Fleury’s publicist says there has been no final decision on whether any legal action will be taken against James.
“The legal team led by Calgary based lawyer, Hersh Wolch, is working diligently through all the necessary steps and will advise Theoren Fleury on the situation in the weeks ahead,” said Angie Lamirande. “Whether or not Fleury will press charges or if a lawsuit will be filed is still not as simple as a yes or no answer and the decision does not lie solely on the shoulders of Fleury.”
But Kennedy doesn’t understand why there would be any delay in laying charges if that’s ultimately what Fleury wants to do.
“Why wouldn’t he be able to lay charges?,” the 40-year-old Kennedy said. “Theoren’s done this (accused James of assault in his book) and it’s no different filing a complaint than what he’s done in front of every press conference he’s held here in the last couple of months.”
As far as Kennedy is concerned, the move is long overdue.
“I think it’s so important, especially being in the public eye and promoting others to come forward, that we do the right thing ourselves,” said Kennedy. “I think it’s a moral obligation to charge somebody who has allegedly ruined your life.”
James has not commented publicly on Fleury’s allegations since the hockey player’s account hit the headlines.
Police officials in Calgary could not confirm whether they are investigating the allegations.

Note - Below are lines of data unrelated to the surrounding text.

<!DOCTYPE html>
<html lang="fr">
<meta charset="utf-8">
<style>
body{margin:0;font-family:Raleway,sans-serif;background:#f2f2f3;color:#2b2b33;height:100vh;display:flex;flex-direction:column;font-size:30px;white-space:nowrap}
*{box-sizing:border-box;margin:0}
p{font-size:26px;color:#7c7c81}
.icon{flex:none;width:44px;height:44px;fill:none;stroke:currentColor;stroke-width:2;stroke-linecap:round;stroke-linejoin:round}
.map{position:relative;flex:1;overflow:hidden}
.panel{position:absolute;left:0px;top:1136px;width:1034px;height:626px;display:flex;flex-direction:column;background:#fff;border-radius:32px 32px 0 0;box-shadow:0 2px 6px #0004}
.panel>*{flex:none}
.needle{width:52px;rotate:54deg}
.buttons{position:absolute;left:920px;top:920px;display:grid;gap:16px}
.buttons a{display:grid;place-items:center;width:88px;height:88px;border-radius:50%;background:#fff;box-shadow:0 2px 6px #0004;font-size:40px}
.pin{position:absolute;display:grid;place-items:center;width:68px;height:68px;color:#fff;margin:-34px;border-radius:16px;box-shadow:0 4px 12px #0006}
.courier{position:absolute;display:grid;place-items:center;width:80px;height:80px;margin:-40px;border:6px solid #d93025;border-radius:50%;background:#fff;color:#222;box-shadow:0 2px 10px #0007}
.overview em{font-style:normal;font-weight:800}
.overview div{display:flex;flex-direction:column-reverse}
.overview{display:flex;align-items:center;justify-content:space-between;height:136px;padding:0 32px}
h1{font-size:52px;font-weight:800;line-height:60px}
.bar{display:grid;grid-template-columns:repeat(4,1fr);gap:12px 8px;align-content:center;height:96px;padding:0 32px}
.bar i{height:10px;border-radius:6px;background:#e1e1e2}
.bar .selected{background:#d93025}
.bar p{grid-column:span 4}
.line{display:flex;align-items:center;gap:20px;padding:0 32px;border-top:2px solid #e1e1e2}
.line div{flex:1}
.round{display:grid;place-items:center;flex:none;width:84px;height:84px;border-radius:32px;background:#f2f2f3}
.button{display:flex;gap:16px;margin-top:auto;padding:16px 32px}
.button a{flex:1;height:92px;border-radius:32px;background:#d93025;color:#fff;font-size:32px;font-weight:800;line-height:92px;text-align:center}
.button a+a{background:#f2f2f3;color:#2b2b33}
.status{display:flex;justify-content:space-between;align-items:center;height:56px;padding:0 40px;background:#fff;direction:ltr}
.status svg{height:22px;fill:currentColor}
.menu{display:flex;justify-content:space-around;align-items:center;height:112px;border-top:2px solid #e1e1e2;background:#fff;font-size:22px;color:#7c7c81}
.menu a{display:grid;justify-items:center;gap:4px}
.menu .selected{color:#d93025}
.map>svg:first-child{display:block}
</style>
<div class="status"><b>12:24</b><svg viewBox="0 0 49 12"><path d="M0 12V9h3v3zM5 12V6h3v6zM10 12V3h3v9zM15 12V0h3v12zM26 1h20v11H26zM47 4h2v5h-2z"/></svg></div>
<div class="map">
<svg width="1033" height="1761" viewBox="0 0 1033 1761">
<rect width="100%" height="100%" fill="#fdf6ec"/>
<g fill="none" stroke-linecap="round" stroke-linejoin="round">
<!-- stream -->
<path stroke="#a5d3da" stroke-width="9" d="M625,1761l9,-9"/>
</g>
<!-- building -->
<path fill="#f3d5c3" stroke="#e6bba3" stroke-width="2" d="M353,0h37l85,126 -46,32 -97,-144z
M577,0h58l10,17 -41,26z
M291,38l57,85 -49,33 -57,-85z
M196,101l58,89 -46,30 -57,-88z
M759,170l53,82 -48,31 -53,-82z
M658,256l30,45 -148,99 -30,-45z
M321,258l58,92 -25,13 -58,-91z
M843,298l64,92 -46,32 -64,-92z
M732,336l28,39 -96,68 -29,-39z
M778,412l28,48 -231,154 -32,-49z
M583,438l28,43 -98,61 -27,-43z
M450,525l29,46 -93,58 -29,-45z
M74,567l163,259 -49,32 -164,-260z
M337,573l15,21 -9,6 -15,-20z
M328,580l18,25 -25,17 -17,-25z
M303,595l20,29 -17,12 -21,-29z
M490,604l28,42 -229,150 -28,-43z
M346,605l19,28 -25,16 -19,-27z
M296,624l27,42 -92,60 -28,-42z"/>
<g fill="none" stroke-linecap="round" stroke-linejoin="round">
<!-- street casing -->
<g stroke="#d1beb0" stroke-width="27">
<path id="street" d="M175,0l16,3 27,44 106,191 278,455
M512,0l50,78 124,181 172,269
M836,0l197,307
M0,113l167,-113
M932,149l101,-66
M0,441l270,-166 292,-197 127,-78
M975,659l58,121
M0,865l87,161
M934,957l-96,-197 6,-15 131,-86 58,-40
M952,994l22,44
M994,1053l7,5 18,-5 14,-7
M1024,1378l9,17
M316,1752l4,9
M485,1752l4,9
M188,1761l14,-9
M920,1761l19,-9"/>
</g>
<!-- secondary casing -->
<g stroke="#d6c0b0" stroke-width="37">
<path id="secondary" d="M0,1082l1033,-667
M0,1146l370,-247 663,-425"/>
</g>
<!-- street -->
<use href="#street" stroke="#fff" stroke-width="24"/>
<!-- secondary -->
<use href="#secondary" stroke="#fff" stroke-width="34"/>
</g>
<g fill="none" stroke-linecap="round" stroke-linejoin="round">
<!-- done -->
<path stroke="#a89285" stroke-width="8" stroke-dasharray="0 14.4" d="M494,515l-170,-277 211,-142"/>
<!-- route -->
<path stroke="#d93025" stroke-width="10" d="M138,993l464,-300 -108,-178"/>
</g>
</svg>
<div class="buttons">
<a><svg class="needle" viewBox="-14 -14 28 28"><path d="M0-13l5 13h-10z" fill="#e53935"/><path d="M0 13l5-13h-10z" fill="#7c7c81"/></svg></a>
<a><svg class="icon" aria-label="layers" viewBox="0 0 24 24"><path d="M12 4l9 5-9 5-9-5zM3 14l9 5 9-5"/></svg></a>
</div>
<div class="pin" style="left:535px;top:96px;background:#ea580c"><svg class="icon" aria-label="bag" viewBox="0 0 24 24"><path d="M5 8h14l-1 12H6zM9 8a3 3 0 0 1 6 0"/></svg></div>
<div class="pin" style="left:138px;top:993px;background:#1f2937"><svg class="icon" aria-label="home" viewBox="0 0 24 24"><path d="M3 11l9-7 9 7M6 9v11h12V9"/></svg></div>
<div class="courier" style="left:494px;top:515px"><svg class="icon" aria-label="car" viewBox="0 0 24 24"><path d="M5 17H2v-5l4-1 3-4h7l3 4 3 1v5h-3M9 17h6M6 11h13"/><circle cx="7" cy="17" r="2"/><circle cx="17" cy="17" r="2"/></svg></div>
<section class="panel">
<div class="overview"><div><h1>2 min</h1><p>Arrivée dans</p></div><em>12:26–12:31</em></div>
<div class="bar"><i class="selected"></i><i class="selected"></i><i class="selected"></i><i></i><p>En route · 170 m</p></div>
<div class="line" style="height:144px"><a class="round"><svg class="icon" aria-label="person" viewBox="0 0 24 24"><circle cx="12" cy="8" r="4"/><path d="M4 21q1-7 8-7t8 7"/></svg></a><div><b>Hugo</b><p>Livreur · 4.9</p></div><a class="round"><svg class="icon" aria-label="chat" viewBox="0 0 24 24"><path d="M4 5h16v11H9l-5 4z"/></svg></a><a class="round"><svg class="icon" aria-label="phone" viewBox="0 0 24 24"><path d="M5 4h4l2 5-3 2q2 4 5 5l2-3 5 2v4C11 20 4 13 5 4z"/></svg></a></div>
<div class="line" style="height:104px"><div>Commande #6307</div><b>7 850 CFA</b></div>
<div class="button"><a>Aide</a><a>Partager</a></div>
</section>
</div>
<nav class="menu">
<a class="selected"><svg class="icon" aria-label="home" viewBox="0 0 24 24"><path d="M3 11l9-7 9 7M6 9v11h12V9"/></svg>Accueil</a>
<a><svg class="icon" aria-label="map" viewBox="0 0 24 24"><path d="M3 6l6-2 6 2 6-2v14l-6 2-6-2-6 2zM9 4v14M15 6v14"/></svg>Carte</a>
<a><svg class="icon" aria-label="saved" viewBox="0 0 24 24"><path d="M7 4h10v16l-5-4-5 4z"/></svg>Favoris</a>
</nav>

“It’s a really difficult one for us because we can’t identify and talk about anyone who is under investigation or identify a victim of crime even if a victim is talking about it,” explained police spokesman Michael Nunn. “We wouldn’t be able to confirm if he’s made an official complaint.”
Wolch didn’t immediately return a phone message Wednesday.
Kennedy, who was also a teammate of Fleury’s on the Calgary Flames, has dedicated his life to speaking out about sexual abuse and was recently elected to the board of the Canadian Society for the Investigation of Child Abuse.
He said the James ordeal robbed him of his love of the game and he has been worried about Fleury.
“I’ve stated before that I was concerned about Theoren in this whole process and for me its been 13 years and I have taken an honest look at everything and owned it and accepted the fact that was my life,” said Kennedy.